I became aware that, more and more, I was being drawn to owls. There is, at present, no shortage of owl-themed accessories in the marketplace. With ’70s retro being very in, they are currently all the rage. It probably won’t be long before people start replacing their stainless steel appliances with avocado, gold, or burnt orange ones. While I don’t see myself hopping on that bandwagon when it inevitably rolls around, I have wholeheartedly, and much to my husband’s dismay, embraced the return of the owl.
It’s no accident that their comeback has coincided with my maturation and my need for a new totem. Owls, after all, symbolize wisdom. Aging has made me, if not always wiser, certainly more wily.
Nature, in its infinite wisdom, has also seen fit to bestow upon the owl, for purposes of survival and protection, a keen and nearly total field of vision — it’s almost as if they’ve got eyes in the backs of their heads. My eyesight isn’t what it used to be, but, in true owl-like fashion, I can sense an enemy approach. To avoid this, I need only, like an owl, take flight. Roosters don’t fly.
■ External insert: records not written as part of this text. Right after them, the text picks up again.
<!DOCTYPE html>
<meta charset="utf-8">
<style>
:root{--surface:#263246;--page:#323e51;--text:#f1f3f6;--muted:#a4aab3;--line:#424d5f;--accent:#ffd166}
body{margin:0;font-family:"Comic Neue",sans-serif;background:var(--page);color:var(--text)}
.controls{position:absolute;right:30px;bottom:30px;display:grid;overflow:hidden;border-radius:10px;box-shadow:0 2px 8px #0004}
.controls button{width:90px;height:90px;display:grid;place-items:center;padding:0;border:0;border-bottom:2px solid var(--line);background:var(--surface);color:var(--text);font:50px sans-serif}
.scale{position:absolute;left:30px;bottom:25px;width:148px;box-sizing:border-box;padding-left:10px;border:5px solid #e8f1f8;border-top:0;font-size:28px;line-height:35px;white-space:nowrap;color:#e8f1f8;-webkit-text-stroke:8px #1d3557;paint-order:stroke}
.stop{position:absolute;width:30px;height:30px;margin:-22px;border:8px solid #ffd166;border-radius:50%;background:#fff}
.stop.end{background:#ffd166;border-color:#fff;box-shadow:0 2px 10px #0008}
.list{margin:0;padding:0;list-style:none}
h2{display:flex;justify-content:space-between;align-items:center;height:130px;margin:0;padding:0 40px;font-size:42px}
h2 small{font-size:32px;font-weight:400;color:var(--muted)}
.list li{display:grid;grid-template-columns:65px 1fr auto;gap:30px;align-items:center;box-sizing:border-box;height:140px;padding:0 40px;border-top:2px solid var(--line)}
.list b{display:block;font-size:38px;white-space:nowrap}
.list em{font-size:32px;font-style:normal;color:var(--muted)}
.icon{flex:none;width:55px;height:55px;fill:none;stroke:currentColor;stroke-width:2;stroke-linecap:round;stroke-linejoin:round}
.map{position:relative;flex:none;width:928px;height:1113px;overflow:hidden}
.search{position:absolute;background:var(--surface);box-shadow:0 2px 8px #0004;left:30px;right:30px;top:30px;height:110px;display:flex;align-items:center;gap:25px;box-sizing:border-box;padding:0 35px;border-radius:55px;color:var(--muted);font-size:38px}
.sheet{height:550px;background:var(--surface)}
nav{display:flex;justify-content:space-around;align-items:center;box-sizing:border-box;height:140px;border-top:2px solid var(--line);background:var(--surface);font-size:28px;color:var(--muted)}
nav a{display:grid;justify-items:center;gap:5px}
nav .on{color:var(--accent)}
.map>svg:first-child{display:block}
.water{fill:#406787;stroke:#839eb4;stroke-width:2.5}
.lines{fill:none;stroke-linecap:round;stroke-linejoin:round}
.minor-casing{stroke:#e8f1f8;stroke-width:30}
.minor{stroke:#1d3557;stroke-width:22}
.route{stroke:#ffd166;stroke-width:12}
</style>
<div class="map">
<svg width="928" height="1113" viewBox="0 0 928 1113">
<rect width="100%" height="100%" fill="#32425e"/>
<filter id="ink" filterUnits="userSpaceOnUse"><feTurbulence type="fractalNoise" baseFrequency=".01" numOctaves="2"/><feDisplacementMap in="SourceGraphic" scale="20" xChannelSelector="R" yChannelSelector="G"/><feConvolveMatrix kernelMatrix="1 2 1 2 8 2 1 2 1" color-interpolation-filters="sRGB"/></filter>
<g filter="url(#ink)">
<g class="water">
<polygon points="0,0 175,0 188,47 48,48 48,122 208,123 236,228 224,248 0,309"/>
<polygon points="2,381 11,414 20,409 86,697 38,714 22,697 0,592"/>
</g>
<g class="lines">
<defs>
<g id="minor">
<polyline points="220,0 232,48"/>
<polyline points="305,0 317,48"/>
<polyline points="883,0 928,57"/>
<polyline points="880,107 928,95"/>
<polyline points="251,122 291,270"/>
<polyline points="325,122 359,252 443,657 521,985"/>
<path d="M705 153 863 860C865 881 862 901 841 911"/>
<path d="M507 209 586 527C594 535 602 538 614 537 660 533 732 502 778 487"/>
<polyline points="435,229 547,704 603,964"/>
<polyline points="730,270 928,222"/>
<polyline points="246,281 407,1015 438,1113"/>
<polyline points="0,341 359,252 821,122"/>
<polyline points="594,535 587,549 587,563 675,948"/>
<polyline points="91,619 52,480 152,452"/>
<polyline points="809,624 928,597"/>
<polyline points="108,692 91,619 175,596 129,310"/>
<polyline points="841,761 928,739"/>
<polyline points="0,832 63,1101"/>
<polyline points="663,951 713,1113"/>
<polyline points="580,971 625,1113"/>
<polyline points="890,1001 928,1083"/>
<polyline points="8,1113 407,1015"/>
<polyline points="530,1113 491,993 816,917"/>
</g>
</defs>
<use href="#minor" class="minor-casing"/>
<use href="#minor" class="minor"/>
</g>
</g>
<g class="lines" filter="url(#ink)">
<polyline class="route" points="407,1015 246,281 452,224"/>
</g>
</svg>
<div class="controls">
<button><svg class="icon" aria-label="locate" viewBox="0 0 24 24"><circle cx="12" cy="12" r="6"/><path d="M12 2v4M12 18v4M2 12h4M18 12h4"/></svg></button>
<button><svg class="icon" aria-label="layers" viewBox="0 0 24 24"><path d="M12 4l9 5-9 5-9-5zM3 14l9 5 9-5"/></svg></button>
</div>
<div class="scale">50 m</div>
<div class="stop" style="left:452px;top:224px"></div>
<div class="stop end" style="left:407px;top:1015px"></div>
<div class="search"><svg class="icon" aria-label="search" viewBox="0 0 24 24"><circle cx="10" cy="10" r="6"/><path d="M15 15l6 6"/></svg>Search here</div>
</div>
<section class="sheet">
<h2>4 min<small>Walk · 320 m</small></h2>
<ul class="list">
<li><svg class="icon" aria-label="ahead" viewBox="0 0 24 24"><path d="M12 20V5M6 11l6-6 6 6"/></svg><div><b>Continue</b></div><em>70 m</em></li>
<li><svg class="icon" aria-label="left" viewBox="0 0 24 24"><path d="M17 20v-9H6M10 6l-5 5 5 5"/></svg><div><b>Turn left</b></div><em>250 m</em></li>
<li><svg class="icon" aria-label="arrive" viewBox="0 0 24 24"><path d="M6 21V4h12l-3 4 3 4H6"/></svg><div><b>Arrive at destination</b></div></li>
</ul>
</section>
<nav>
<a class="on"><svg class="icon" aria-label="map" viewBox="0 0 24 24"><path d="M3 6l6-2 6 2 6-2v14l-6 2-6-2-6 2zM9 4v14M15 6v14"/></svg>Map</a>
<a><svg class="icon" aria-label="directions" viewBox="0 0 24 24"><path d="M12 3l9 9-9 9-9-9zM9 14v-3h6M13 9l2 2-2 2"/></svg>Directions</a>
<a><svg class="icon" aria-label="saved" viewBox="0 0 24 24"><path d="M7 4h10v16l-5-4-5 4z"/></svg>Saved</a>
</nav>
I can also, like my owl friends, fairly easily pinpoint prey. My victims don’t anticipate my presence. I, too, have learned to rely upon the element of surprise and bursts of quickness to subdue my enemies. They hardly ever see me coming. They only know I’ve been there once they’ve been masticated and swallowed whole.
I’m not exactly sure how much, if any, wisdom real owls actually possesses. What they are, though, is patient. They have the ability to sit for very long periods of time as they observe and absorb their surroundings. It is possible that humans have confused this patience for wisdom. That’s understandable. True wisdom is very often gained by those who have mastered the fine art of patience. Good things may, indeed, come to those who wait.
Slowly, but surely, the roosters, totems of my younger, more aggressive self are ceding their space, being phased out, to the owls — calmer, more knowing birds. I won’t dispose of all of my roosters, though. No. I’ll hold tight to a few of my favorites. They’ll serve as excellent reminders of what my totem used to be — who I used to be. Also, you never know when a situation may arise, when it might become necessary, for this wise old bird to strut her stuff.